My 2-year-old is a frequent flyer already, on account of our family being scattered to the south, east, and west. At last count, he’s taken 28 flights — which means 28 take-offs and 28 landings. Roughly 26 of those flights have gone well, though there was a learning curve. We’ve now got our strategy down cold, so here are our tips in advance of the busiest travel weekend of the year.
- Fully charge your iPad the night before you travel. Is anything worse than realizing that your tablet is out of juice, exactly when you need it most? Make sure you power up before you get to the airport, and then wait as long as you can before breaking out the screen. Though the rules have changed on stowing devices, it’s still wise to take advantage of the excitement of takeoff and landing before settling in with your apps. (You’ll also be conserving battery life.) And don’t forget your Tiggly Shapes! They can be as much fun on their own as they are with our apps.
- Locate the family lavatory before buckling your seatbelt. Most of the time it’s in the very back of coach, but ask your flight attendant if you aren’t sure. The family lav is stocked with a fold-down changing table over the toilet, a little more space to maneuver, and a barf bag to seal up a dirty nappy before tossing it or re-packing it if you’re going the cloth route. What not to do: change your little one on a toilet cover (gross) or on your tray table (grosser).
- Pack only your child’s favorite snacks. Thirty thousand feet up is not the place to try new things. To head off a midflight meltdown, make sure you have your child’s favorite comfort food on hand. Preferable is something non-messy and non-perishable: trail mix, cereal, apples, granola bars, sandwiches, and milk — whether through nursing, a leakproof bottle, or one of those little indestructible cartons with a straw. But bananas get bruised, string cheese turns rubbery within a few hours, and a yogurt tube will end up all over you, guaranteed.
- Stash a change of clothing for him — and you — in the diaper bag. How do I put this delicately…there’s something about cabin pressure that raises the probability of a diaper blowout. I don’t know whether it’s science or just bad luck, but this happens to us far more in the air than on solid ground. Make sure you have an extra outfit for your LO, and one for you as well — just in case it’s REALLY bad.
- Entertain in small ways. Good choices: crayons and paper, books, very simple puzzles with no more than 5 pieces, a favorite stuffed animal. Bad choices: any toy with batteries (if the music and lights annoy you, it’s beyond grating for other passengers), Legos, dolls that come with accessories, complicated puzzles, and small toy cars. Only dedicated yogis are able to contort themselves to reach under the seat to retrieve dropped tiny pieces.

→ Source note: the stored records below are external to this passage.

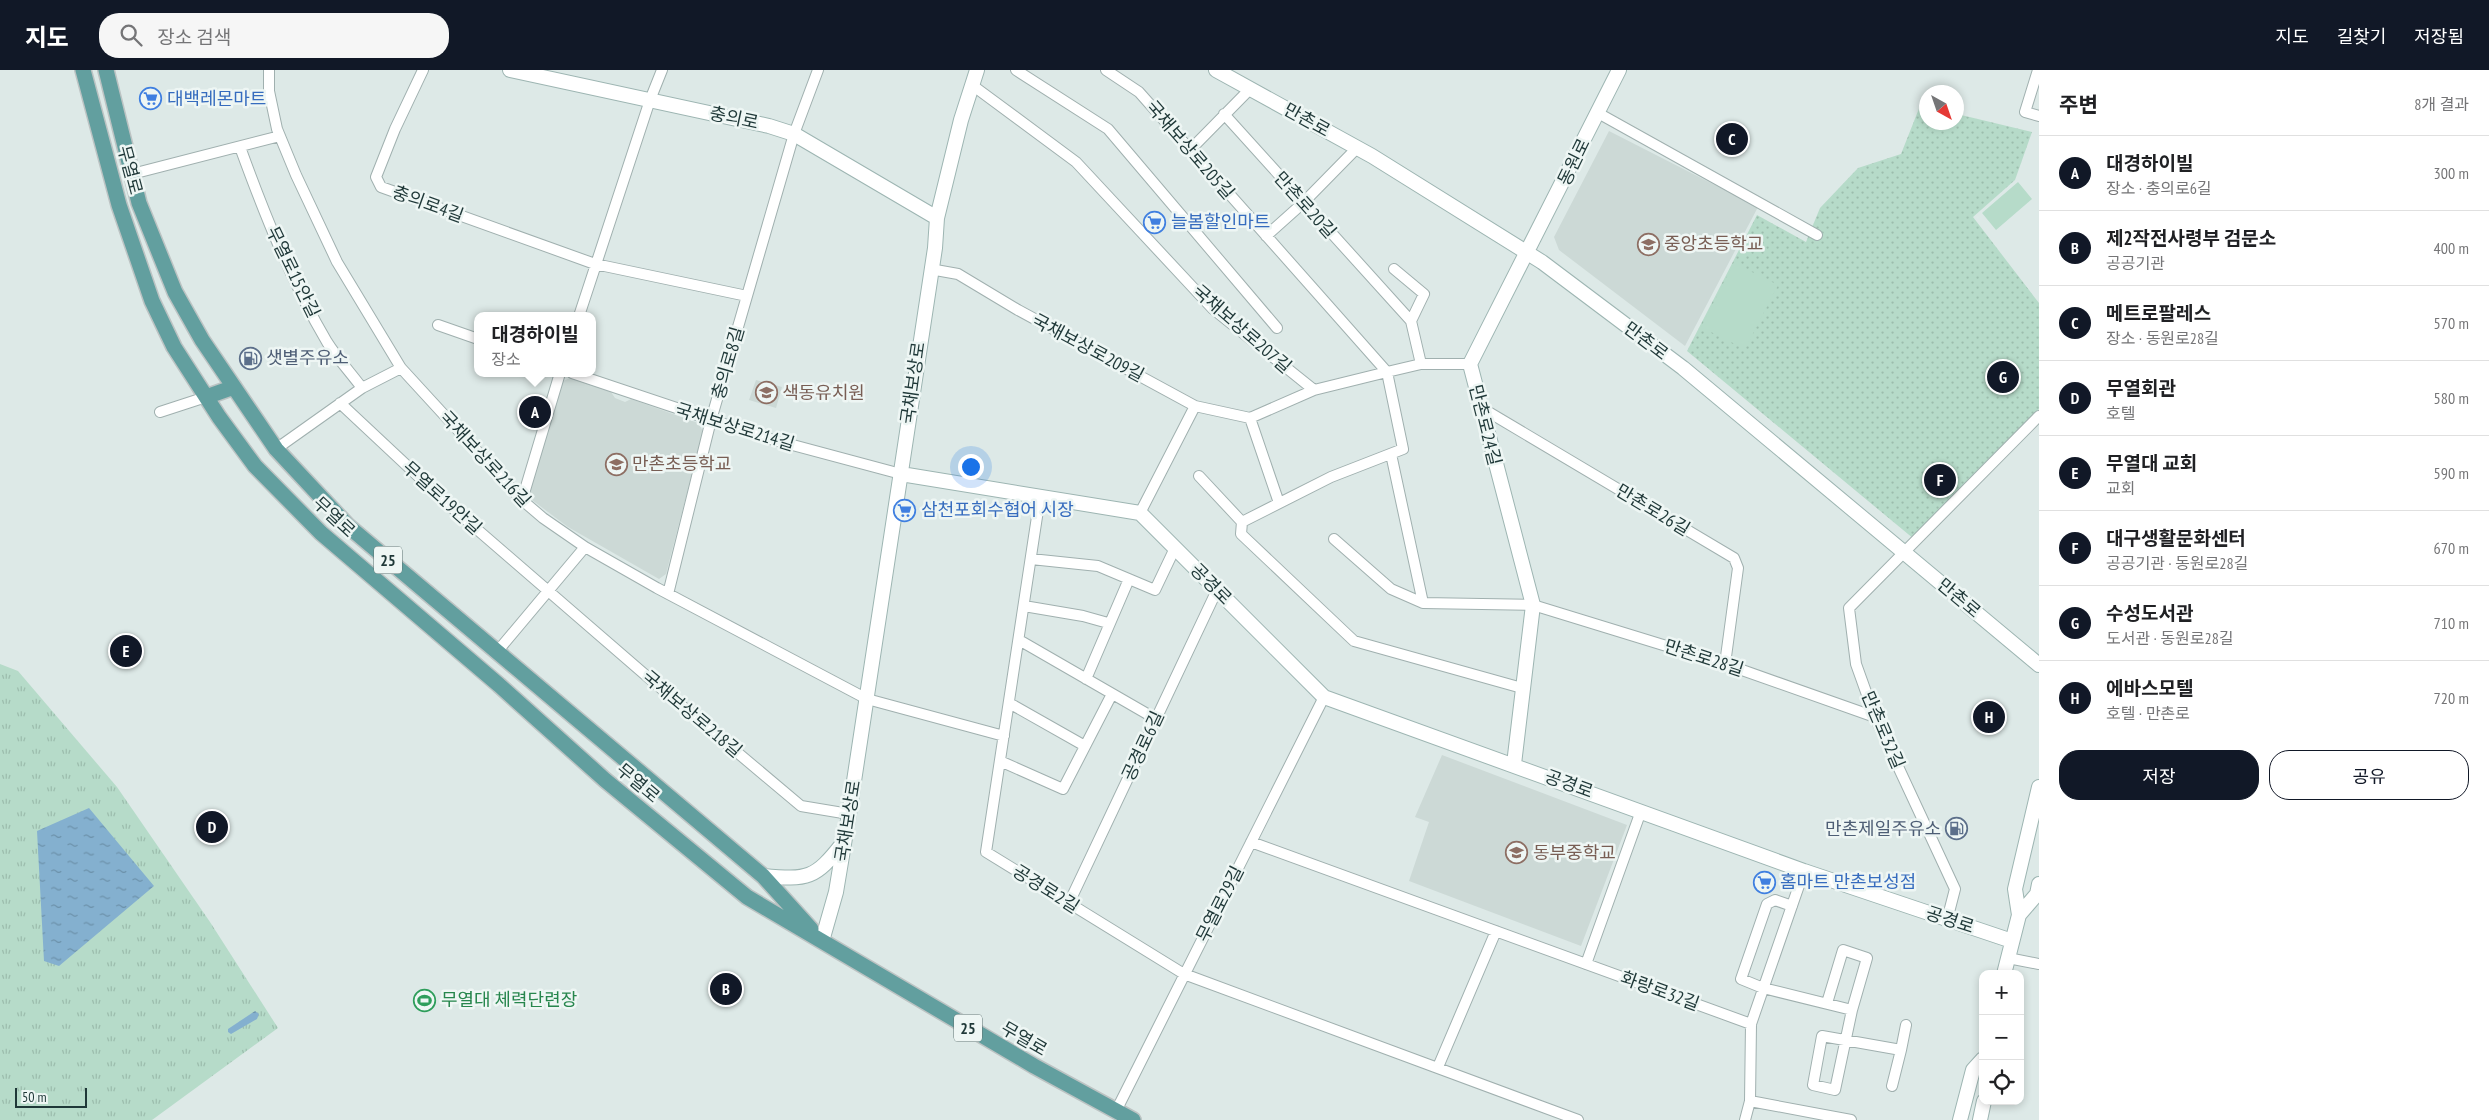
<!DOCTYPE html>
<html lang="ko">
<meta charset="utf-8">
<style>
:root{--surface:#fff;--page:#f6f6f6;--text:#202124;--muted:#757577;--line:#e0e0e0;--accent:#111827}
body{margin:0;font-family:"PT Sans Narrow","Noto Sans KR",sans-serif;background:var(--page);color:var(--text)}
.controls{position:absolute;right:15px;bottom:15px;display:grid;overflow:hidden;border-radius:10px;box-shadow:0 2px 8px #0003}
.controls button{width:45px;height:45px;display:grid;place-items:center;padding:0;border:0;border-bottom:1px solid var(--line);background:var(--surface);color:var(--text);font:25px sans-serif}
.compass{position:absolute;left:1919px;top:15px;width:45px;height:45px;border-radius:50%;background:var(--surface);box-shadow:0 2px 8px #0003;rotate:140deg}
.scale{position:absolute;left:15px;bottom:12px;width:72px;box-sizing:border-box;padding-left:5px;border:2px solid #1f3838;border-top:0;font-size:14px;line-height:18px;white-space:nowrap;color:#1f3838;-webkit-text-stroke:4px #eef6f4;paint-order:stroke}
.you{position:absolute;left:970px;top:396px;width:18px;height:18px;margin:-12px;border:4px solid #fff;border-radius:50%;background:#1a73e8;box-shadow:0 0 0 8px #1a73e833}
.badge{display:grid;place-items:center;width:32px;height:32px;border-radius:50%;background:var(--accent);color:#fff;font-size:16px;font-weight:700}
.pin{position:absolute;translate:-50% -50%;border:2px solid #fff;box-shadow:0 1px 5px #0006}
.popup{position:absolute;left:474px;top:242px;width:122px;height:65px;box-sizing:border-box;display:grid;place-content:center;border-radius:10px;background:var(--surface);filter:drop-shadow(0 1px 4px #0005);font-size:16px;white-space:nowrap;color:var(--muted)}
.popup b{font-size:19px;color:var(--text)}
.popup::after{content:'';position:absolute;left:50%;top:100%;margin-left:-10px;border:10px solid transparent;border-top-color:var(--surface)}
.list{margin:0;padding:0;list-style:none}
h2{display:flex;justify-content:space-between;align-items:center;height:65px;margin:0;padding:0 20px;font-size:21px}
h2 small{font-size:16px;font-weight:400;color:var(--muted)}
.list li{display:grid;grid-template-columns:32px 1fr auto;gap:15px;align-items:center;box-sizing:border-box;height:75px;padding:0 20px;border-top:1px solid var(--line)}
.list b{display:block;font-size:19px;white-space:nowrap}
.list p{margin:0;font-size:16px;white-space:nowrap;color:var(--muted)}
.list em{font-size:16px;font-style:normal;color:var(--muted)}
.actions{display:flex;gap:10px;padding:15px 20px}
.actions a{flex:1;padding:11px 0;border:1px solid var(--accent);border-radius:20px;text-align:center;font-size:18px;color:var(--accent)}
.actions .main{background:var(--accent);color:#fff}
.icon{flex:none;width:28px;height:28px;fill:none;stroke:currentColor;stroke-width:2;stroke-linecap:round;stroke-linejoin:round}
.map{position:relative;flex:none;width:2039px;height:1050px;overflow:hidden}
header{display:flex;align-items:center;gap:30px;box-sizing:border-box;height:70px;padding:0 25px;background:var(--accent);color:#fff}
header strong{font-size:24px}
nav{display:flex;gap:28px;margin-inline-start:auto;font-size:18px}
.search{width:350px;height:45px;background:var(--page);display:flex;align-items:center;gap:12px;box-sizing:border-box;padding:0 18px;border-radius:20px;color:var(--muted);font-size:19px}
main{display:flex}
aside{flex:1;background:var(--surface)}
.map>svg:first-child{display:block}
.built{fill:#ccd9d6}
.grass{fill:url(#grass-tufts)}
.park{fill:url(#park-dots)}
.garden{fill:#b6dbc9}
.water{fill:url(#water-ripples)}
.lines{fill:none;stroke-linecap:round;stroke-linejoin:round}
.street-casing{stroke:#a0b0af;stroke-width:12}
.secondary-casing{stroke:#9db5b2;stroke-width:16}
.primary-casing{stroke:#bcc3c3;stroke-width:18}
.street{stroke:#fff;stroke-width:10}
.secondary{stroke:#fff;stroke-width:14}
.primary{stroke:#629f9f;stroke-width:15}
.labels{text-anchor:middle;stroke-width:5;stroke-linejoin:round;paint-order:stroke}
.shield{fill:#eef6f4;stroke:#5d7170;stroke-width:1}
.shield-label{font-size:16px;font-weight:bold;fill:#1f3838}
.shop-label{font-size:18px;fill:#366cbe;stroke:#eef6f4;text-anchor:start}
.street-label{font-size:18px;fill:#1f3838;stroke:#eef6f4}
.education-label{font-size:18px;fill:#785e54;stroke:#eef6f4;text-anchor:start}
.service-label{font-size:18px;fill:#4e5e75;stroke:#eef6f4;text-anchor:start}
.leisure-label{font-size:18px;fill:#27864d;stroke:#eef6f4;text-anchor:start}
</style>
<header>
<strong>지도</strong>
<div class="search"><svg class="icon" aria-label="search" viewBox="0 0 24 24"><circle cx="10" cy="10" r="6"/><path d="M15 15l6 6"/></svg>장소 검색</div>
<nav><a>지도</a><a>길찾기</a><a>저장됨</a></nav>
</header>
<main>
<div class="map">
<svg width="2039" height="1050" viewBox="0 0 2039 1050">
<defs>
<pattern id="grass-tufts" width="24" height="20" patternUnits="userSpaceOnUse" patternTransform="scale(1.25)"><rect width="24" height="20" fill="#b6dbc9"/><path d="M3 7l-1-3M5 7V3M7 7l1-3M15 17l-1-3M17 17v-4M19 17l1-3" fill="none" stroke="#9cbdad"/></pattern>
<pattern id="park-dots" width="8" height="8" patternUnits="userSpaceOnUse" patternTransform="scale(1.25)"><rect width="8" height="8" fill="#b6dbc9"/><path d="M2 2h.1M6 6h.1" fill="none" stroke="#9cbdad" stroke-width="1.8" stroke-linecap="round"/></pattern>
<pattern id="water-ripples" width="26" height="14" patternUnits="userSpaceOnUse" patternTransform="scale(1.25)"><rect width="26" height="14" fill="#84b0cf"/><path d="M2 4q2-2 4 0t4 0M15 11q2-2 4 0t4 0" fill="none" stroke="#6b90a9"/></pattern>
</defs>
<rect width="100%" height="100%" fill="#dde9e7"/>
<!-- built -->
<path class="built" d="M1609 61 1758 137 1685 276 1559 180 1554 167Z
M570 308 611 322 615 328 625 332 631 329 698 353 703 361 666 504 659 509 568 457 528 427 563 311Z
M756 310 782 317 776 338 749 330Z
M1442 685 1627 755 1581 876 1409 811 1429 752 1415 747Z"/>
<!-- grass -->
<path class="grass" d="M0 594 18 601 117 717 210 852 278 958 152 1050H0Z"/>
<!-- park -->
<path class="park" d="M1920 36 1926 37V52H1956L1957 44 2032 62 2015 110 1973 147 2039 233V339L1914 469 1687 281 1757 145 1806 172 1820 138 1858 98 1901 84Z"/>
<!-- garden -->
<path class="garden" d="M2018 112 2032 129 1996 160 1982 143Z
M1734 193 1778 215 1745 279 1701 257Z"/>
<!-- water -->
<path class="water" d="M89 738 154 816 59 896 44 891 37 761Z
M255 941 259 944 257 949 231 964 228 962V959Z"/>
<g class="lines">
<defs>
<path id="street" d="M269 0V21L277 59 296 105 337 192 401 298 522 430 543 448 585 477 657 518 867 629 1004 666
M423 0 395 59 376 107 381 117 595 194 747 226
M1016 0 1108 59 1277 258
M1106 0 1139 22 1387 302 1403 379 1331 407 1242 452
M2038 0 2025 42 2039 46
M972 15 1076 92 1212 238 1314 320
M1598 43 1817 165
M1224 44 1411 251 1421 294
M240 77C264 143 291 211 327 272 337 288 351 303 362 318
M1190 80 1250 19
M132 104 280 66
M1266 166 1303 133 1357 78
M930 199 958 204 1018 240 1195 336 1250 348 1314 320 1387 302 1421 294H1470
M1394 199 1424 224 1411 251
M579 246 650 30 662 0
M438 255 478 269
M572 303 763 367 901 404
M340 333 450 436 650 609 801 736 849 744
M1480 337 1734 488 1738 498 1725 594
M160 342 206 327
M1250 348 1279 433
M276 379 362 318 401 298
M1391 384 1423 533
M1199 406 1242 452 1241 464 1354 571 1522 618
M1040 427 986 782 1184 904 1578 1050
M522 430 560 303
M1140 443 1195 336
M1334 469 1391 519 1423 533 1533 535 1725 594 1875 647
M1031 489 1098 496 1155 520 1175 478
M668 524 711 350 794 64 818 0
M1024 536 1083 546 1108 553
M1019 570 1156 649
M496 583 585 477
M1086 609 1129 509
M1009 633 1085 676
M1000 691 1063 719 1112 624
M1251 772 1751 954
M1804 801 1751 954 1750 1031 1851 1050
M1069 833 1217 520
M1792 836 1775 830 1767 834 1741 909 1763 918 1852 940 1867 888 1843 880 1827 933
M1947 850 1955 819 1875 647 1856 594 1849 538 2039 346
M2008 888 2039 894
M1586 894 1641 741
M1852 940 1835 1020 1813 1015 1822 966 1901 980 1892 1016
M1901 980 1906 955
M1438 997 1496 861
M1116 1041 1324 627
M1745 1050 1750 1031"/>
<path id="secondary" d="M510 0 769 56 794 64 937 148
M1216 0 1372 86 1542 192 1683 298 2039 595
M901 404 1140 443 1324 627 1804 801 2012 871
M1514 694 1533 535 1470 294 1619 0
M763 806C808 810 815 809 843 773
M2019 845 2037 824 2039 814
M822 871 836 822 849 744 935 178 937 148 961 50 977 0
M2004 904 2019 845 2015 819 2039 717
M1960 1050 1973 1000 1983 989
M1980 1050 1984 1031"/>
<path id="primary" d="M83 0 119 135 152 231 174 277 219 347 255 396 321 463 499 615 605 710 747 827 1034 996 1133 1050
M106 0 139 133 175 222 202 270 276 379 348 456 763 806 811 859
M206 327 234 317"/>
</defs>
<!-- street casing -->
<use href="#street" class="street-casing"/>
<!-- secondary casing -->
<use href="#secondary" class="secondary-casing"/>
<!-- primary casing -->
<use href="#primary" class="primary-casing"/>
<!-- street -->
<use href="#street" class="street"/>
<!-- secondary -->
<use href="#secondary" class="secondary"/>
<!-- primary -->
<use href="#primary" class="primary"/>
</g>
<!-- icons -->
<defs>
<symbol id="supermarket-ring" viewBox="-11 -11 22 22"><circle r="9.5" fill="#eef6f4" stroke="#3f7fe0" stroke-width="1.5"/><path d="M-6-5.5h2.5l.6 2H6L4.5 2H-2.5L-4.4-4H-6ZM-1.5 3.2a1.3 1.3 0 1 0 .1 0ZM3 3.2a1.3 1.3 0 1 0 .1 0Z" fill="#3f7fe0"/></symbol>
<symbol id="school-ring" viewBox="-11 -11 22 22"><circle r="9.5" fill="#eef6f4" stroke="#8d6e63" stroke-width="1.5"/><path d="M0-5L7-2L0 1L-7-2ZM-4 1L0 2.5L4 1V4Q0 6-4 4Z" fill="#8d6e63"/></symbol>
<symbol id="fuel-ring" viewBox="-11 -11 22 22"><circle r="9.5" fill="#eef6f4" stroke="#5c6f8a" stroke-width="1.5"/><path d="M-5.5-6h7V0h2V4h1.3V-2.5L3-4.5l.8-.8L6-3V5H2.5V1h-1V6h-7ZM-4.2-4.7v3.2H.2V-4.7Z" fill="#5c6f8a"/></symbol>
<symbol id="stadium-ring" viewBox="-11 -11 22 22"><circle r="9.5" fill="#eef6f4" stroke="#2e9e5b" stroke-width="1.5"/><path d="M0-5a6.5 5 0 1 0 0 10a6.5 5 0 1 0 0-10ZM-3.5-1.8h7v3.6h-7Z" fill="#2e9e5b"/></symbol>
</defs>
<g fill-rule="evenodd">
<use href="#supermarket-ring" x="138" y="16" width="25" height="25"/>
<use href="#supermarket-ring" x="1142" y="140" width="25" height="25"/>
<use href="#school-ring" x="1636" y="162" width="25" height="25"/>
<use href="#fuel-ring" x="238" y="276" width="25" height="25"/>
<use href="#school-ring" x="754" y="310" width="25" height="25"/>
<use href="#school-ring" x="604" y="382" width="25" height="25"/>
<use href="#supermarket-ring" x="892" y="428" width="25" height="25"/>
<use href="#fuel-ring" x="1944" y="746" width="25" height="25"/>
<use href="#school-ring" x="1504" y="770" width="25" height="25"/>
<use href="#supermarket-ring" x="1752" y="800" width="25" height="25"/>
<use href="#stadium-ring" x="412" y="918" width="25" height="25"/>
</g>
<g class="labels">
<!-- shield labels -->
<g class="shield">
<rect x="374" y="476.5" width="28" height="27" rx="4"/>
<rect x="954" y="944.5" width="28" height="27" rx="4"/>
</g>
<g class="shield-label">
<text x="388" y="496">25</text>
<text x="968" y="964">25</text>
</g>
<!-- shop labels -->
<g class="shop-label">
<text x="167" y="35">대백레몬마트</text>
<text x="1171" y="158">늘봄할인마트</text>
<text x="921" y="446">삼천포회수협어 시장</text>
<text x="1780" y="818">홈마트 만촌보성점</text>
</g>
<!-- street labels -->
<g class="street-label">
<text transform="translate(734 48) rotate(12)" y="6">충의로</text>
<text transform="translate(1307 50) rotate(29)" y="6">만촌로</text>
<text transform="translate(1190 80) rotate(49)" y="6">국채보상로205길</text>
<text transform="translate(1574 92) rotate(-64)" y="6">동원로</text>
<text transform="translate(130 100) rotate(75)" y="6">무열로</text>
<text transform="translate(428 134) rotate(20)" y="6">충의로4길</text>
<text transform="translate(1305 135) rotate(48)" y="6">만촌로20길</text>
<text transform="translate(293 202) rotate(64)" y="6">무열로15안길</text>
<text transform="translate(1242 259) rotate(41)" y="6">국채보상로207길</text>
<text transform="translate(1646 271) rotate(37)" y="6">만촌로</text>
<text transform="translate(1088 278) rotate(28)" y="6">국채보상로209길</text>
<text transform="translate(728 293) rotate(-74)" y="6">충의로8길</text>
<text transform="translate(913 313) rotate(-82)" y="6">국채보상로</text>
<text transform="translate(1485 355) rotate(76)" y="6">만촌로24길</text>
<text transform="translate(735 357) rotate(17)" y="6">국채보상로214길</text>
<text transform="translate(485 389) rotate(47)" y="6">국채보상로216길</text>
<text transform="translate(442 428) rotate(42)" y="6">무열로19안길</text>
<text transform="translate(1653 440) rotate(31)" y="6">만촌로26길</text>
<text transform="translate(334 447) rotate(43)" y="6">무열로</text>
<text transform="translate(1211 514) rotate(45)" y="6">공경로</text>
<text transform="translate(1959 528) rotate(40)" y="6">만촌로</text>
<text transform="translate(1704 588) rotate(18)" y="6">만촌로28길</text>
<text transform="translate(692 644) rotate(40)" y="6">국채보상로218길</text>
<text transform="translate(1883 660) rotate(67)" y="6">만촌로32길</text>
<text transform="translate(1143 676) rotate(-65)" y="6">공경로6길</text>
<text transform="translate(638 713) rotate(40)" y="6">무열로</text>
<text transform="translate(1569 714) rotate(20)" y="6">공경로</text>
<text transform="translate(848 751) rotate(-81)" y="6">국채보상로</text>
<text transform="translate(1046 819) rotate(32)" y="6">공경로2길</text>
<text transform="translate(1220 834) rotate(-63)" y="6">무열로29길</text>
<text transform="translate(1950 850) rotate(18)" y="6">공경로</text>
<text transform="translate(1660 921) rotate(20)" y="6">화랑로32길</text>
<text transform="translate(1024 969) rotate(30)" y="6">무열로</text>
</g>
<!-- education labels -->
<g class="education-label">
<text x="1664" y="180">중앙초등학교</text>
<text x="782" y="329">색동유치원</text>
<text x="632" y="400">만촌초등학교</text>
<text x="1533" y="789">동부중학교</text>
</g>
<!-- service labels -->
<g class="service-label">
<text x="266" y="294">샛별주유소</text>
<text x="1941" y="765" text-anchor="end">만촌제일주유소</text>
</g>
<!-- leisure labels -->
<g class="leisure-label">
<text x="441" y="936">무열대 체력단련장</text>
</g>
</g>
</svg>
<div class="controls">
<button>+</button>
<button>−</button>
<button><svg class="icon" aria-label="locate" viewBox="0 0 24 24"><circle cx="12" cy="12" r="6"/><path d="M12 2v4M12 18v4M2 12h4M18 12h4"/></svg></button>
</div>
<svg class="compass" viewBox="-18 -18 36 36"><path d="M0-13l5 13h-10z" fill="#e53935"/><path d="M0 13l5-13h-10z" fill="#757577"/></svg>
<div class="scale">50 m</div>
<div class="you"></div>
<div class="pin badge" style="left:535px;top:342px">A</div>
<div class="popup"><b>대경하이빌</b>장소</div>
<div class="pin badge" style="left:726px;top:919px">B</div>
<div class="pin badge" style="left:1732px;top:69px">C</div>
<div class="pin badge" style="left:212px;top:757px">D</div>
<div class="pin badge" style="left:126px;top:581px">E</div>
<div class="pin badge" style="left:1940px;top:410px">F</div>
<div class="pin badge" style="left:2003px;top:307px">G</div>
<div class="pin badge" style="left:1989px;top:647px">H</div>
</div>
<aside>
<h2>주변<small>8개 결과</small></h2>
<ul class="list">
<li><span class="badge">A</span><div><b>대경하이빌</b><p>장소 · 충의로6길</p></div><em>300 m</em></li>
<li><span class="badge">B</span><div><b>제2작전사령부 검문소</b><p>공공기관</p></div><em>400 m</em></li>
<li><span class="badge">C</span><div><b>메트로팔레스</b><p>장소 · 동원로28길</p></div><em>570 m</em></li>
<li><span class="badge">D</span><div><b>무열회관</b><p>호텔</p></div><em>580 m</em></li>
<li><span class="badge">E</span><div><b>무열대 교회</b><p>교회</p></div><em>590 m</em></li>
<li><span class="badge">F</span><div><b>대구생활문화센터</b><p>공공기관 · 동원로28길</p></div><em>670 m</em></li>
<li><span class="badge">G</span><div><b>수성도서관</b><p>도서관 · 동원로28길</p></div><em>710 m</em></li>
<li><span class="badge">H</span><div><b>에바스모텔</b><p>호텔 · 만촌로</p></div><em>720 m</em></li>
</ul>
<div class="actions"><a class="main">저장</a><a>공유</a></div>
</aside>
</main>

- This too will pass. These parents of twins went above and beyond by passing out pre-emptive goodie bags to bribe their fellow passengers. While they were majorly creative, you don’t have to do this. To be a good citizen, just be polite and keep calm if your child whimpers, and he or she will follow your lead. And remember: Your own child’s crying distresses you more than anyone else on that plane. Other parents will forgive a fussy baby, and those who hold a grudge are jerks and you’ll never see them again.